- Activity -
Find how many lines of the entries contain the word "halo", then report that figure alone.

(Dataset entries)

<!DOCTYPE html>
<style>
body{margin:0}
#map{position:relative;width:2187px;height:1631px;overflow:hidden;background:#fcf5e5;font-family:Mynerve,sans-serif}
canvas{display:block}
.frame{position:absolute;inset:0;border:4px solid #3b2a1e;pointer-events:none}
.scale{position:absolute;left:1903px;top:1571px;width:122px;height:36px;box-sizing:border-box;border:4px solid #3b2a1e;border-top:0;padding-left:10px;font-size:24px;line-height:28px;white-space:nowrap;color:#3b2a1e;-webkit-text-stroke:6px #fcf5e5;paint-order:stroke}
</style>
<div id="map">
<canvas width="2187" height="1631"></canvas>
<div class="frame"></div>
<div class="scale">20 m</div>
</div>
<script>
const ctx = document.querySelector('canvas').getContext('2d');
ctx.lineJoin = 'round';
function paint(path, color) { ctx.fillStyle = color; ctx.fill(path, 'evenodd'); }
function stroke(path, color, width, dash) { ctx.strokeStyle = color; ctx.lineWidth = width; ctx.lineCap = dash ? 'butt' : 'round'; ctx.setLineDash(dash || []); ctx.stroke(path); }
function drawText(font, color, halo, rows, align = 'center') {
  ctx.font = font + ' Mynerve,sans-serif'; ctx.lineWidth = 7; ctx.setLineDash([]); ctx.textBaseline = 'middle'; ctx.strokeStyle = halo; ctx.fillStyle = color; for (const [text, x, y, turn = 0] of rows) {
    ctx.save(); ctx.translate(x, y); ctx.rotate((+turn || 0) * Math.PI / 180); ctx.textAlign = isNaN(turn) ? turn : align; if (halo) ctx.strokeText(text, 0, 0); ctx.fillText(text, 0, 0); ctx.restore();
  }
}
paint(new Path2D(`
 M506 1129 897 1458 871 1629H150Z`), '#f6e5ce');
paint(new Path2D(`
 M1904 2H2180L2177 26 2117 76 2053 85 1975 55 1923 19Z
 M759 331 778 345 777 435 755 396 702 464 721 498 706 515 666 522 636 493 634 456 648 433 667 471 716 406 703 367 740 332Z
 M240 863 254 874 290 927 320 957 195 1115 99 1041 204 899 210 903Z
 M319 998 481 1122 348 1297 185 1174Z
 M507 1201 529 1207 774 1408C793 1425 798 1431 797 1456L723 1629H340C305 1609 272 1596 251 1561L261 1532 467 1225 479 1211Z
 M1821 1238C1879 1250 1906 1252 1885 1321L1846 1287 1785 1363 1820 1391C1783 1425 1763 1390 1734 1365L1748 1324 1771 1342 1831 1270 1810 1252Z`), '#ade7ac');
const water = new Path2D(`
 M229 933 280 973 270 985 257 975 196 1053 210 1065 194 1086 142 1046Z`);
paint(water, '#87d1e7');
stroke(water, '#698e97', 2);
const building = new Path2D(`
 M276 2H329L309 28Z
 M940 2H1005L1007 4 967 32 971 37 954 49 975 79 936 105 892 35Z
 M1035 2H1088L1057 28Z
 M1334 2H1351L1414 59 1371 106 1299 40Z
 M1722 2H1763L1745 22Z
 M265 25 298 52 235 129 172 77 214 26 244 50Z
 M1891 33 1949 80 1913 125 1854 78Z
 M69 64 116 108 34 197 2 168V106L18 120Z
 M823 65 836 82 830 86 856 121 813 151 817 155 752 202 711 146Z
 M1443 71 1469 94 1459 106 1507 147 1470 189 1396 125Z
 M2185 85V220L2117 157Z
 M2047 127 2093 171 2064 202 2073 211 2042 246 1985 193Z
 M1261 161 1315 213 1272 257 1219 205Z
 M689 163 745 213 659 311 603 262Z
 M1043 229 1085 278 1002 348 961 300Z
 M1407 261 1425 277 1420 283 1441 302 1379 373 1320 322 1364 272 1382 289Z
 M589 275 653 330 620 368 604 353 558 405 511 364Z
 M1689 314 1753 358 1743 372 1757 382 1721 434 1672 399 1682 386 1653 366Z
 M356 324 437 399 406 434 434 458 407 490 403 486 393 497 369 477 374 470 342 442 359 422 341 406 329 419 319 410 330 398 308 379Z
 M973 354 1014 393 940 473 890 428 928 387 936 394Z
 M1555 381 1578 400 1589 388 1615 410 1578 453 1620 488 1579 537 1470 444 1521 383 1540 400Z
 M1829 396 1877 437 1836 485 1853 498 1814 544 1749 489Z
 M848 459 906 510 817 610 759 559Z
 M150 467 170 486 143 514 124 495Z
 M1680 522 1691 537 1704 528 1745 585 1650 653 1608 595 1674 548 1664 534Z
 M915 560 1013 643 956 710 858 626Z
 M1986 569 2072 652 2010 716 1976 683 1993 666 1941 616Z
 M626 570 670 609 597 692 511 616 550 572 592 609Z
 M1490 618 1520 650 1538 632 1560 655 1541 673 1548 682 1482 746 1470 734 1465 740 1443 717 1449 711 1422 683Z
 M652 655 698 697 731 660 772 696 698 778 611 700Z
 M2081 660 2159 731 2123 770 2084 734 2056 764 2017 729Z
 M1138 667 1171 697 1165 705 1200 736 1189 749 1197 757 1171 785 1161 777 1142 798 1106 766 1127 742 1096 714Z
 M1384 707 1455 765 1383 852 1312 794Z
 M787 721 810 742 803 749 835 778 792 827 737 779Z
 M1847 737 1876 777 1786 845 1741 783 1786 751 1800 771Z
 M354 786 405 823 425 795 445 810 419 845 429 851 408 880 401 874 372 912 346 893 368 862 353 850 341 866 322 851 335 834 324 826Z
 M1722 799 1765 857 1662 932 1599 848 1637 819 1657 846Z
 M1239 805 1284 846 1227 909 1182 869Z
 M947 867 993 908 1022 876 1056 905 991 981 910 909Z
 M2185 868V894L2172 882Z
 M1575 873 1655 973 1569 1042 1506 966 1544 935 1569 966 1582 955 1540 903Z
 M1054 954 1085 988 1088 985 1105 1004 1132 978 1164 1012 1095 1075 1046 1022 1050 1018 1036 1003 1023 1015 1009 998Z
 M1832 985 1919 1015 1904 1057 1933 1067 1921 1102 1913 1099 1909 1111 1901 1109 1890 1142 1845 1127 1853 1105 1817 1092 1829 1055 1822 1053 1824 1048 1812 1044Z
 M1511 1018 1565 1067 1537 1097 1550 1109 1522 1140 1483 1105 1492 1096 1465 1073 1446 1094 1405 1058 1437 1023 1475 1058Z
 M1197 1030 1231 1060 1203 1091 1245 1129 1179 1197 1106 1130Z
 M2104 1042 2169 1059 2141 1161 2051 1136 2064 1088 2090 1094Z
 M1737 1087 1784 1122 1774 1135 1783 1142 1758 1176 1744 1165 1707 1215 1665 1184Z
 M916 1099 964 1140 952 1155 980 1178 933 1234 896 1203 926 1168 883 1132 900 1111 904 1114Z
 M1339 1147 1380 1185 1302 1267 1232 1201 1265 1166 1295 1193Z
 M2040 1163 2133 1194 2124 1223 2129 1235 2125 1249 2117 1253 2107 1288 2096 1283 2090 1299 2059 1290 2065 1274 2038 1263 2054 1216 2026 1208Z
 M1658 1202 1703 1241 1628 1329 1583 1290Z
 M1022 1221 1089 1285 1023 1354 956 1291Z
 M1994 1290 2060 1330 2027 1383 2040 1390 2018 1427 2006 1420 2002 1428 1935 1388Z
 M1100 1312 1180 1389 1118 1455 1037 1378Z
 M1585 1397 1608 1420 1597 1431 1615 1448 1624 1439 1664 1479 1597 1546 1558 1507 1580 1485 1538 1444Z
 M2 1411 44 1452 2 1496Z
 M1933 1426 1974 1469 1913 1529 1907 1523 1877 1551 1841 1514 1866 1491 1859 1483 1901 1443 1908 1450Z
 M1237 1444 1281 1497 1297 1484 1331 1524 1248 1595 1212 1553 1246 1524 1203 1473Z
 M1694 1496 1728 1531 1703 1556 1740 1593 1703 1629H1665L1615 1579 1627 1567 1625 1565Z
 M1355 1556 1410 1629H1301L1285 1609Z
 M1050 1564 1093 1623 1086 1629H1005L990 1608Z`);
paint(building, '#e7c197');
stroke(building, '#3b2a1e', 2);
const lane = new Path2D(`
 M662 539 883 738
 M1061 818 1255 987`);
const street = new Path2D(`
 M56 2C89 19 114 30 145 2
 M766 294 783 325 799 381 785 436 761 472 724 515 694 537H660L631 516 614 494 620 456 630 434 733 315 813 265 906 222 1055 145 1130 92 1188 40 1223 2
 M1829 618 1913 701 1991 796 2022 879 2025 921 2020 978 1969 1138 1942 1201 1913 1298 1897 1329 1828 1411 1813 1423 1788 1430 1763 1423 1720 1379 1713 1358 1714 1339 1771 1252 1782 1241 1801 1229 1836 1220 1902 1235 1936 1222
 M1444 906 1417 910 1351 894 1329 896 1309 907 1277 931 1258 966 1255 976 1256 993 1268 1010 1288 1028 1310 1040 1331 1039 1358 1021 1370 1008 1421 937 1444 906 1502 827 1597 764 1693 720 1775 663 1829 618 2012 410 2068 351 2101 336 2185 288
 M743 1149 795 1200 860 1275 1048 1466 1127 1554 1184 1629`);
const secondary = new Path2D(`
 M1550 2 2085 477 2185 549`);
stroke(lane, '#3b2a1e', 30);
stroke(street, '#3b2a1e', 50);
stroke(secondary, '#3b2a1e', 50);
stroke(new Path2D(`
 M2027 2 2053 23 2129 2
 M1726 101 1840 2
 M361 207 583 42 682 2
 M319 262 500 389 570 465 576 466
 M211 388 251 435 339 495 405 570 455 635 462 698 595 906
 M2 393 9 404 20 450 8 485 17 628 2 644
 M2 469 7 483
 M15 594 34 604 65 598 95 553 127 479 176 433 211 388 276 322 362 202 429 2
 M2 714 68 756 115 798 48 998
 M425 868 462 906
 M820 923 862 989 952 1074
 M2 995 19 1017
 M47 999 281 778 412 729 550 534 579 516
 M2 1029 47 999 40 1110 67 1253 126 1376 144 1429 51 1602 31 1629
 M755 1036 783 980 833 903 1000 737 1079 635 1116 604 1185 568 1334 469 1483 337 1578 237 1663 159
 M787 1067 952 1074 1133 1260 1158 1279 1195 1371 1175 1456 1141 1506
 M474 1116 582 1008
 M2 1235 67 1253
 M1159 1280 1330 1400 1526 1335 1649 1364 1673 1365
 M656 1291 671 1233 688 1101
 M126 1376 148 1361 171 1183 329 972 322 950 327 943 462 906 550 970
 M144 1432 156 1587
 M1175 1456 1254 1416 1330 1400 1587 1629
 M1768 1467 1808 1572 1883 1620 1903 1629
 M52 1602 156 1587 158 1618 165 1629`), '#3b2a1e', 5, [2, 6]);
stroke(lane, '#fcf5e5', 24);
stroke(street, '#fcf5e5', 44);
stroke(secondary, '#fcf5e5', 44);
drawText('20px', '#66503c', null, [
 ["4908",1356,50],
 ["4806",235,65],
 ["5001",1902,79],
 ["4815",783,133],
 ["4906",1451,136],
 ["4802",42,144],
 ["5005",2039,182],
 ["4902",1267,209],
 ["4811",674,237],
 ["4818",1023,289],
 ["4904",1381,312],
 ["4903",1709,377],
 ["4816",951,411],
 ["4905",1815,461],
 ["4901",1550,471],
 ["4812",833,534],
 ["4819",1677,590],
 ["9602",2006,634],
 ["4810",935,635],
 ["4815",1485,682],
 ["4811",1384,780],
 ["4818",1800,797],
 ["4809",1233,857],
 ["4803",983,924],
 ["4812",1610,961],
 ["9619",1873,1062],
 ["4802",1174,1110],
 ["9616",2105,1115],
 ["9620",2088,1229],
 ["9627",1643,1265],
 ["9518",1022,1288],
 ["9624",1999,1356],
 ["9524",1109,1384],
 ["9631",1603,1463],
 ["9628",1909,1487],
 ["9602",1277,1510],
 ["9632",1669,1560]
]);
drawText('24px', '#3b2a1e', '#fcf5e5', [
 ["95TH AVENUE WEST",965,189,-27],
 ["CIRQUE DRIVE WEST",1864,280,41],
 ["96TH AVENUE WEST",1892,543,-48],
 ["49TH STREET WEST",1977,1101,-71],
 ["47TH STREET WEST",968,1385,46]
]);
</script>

- Reply to the exercise -
3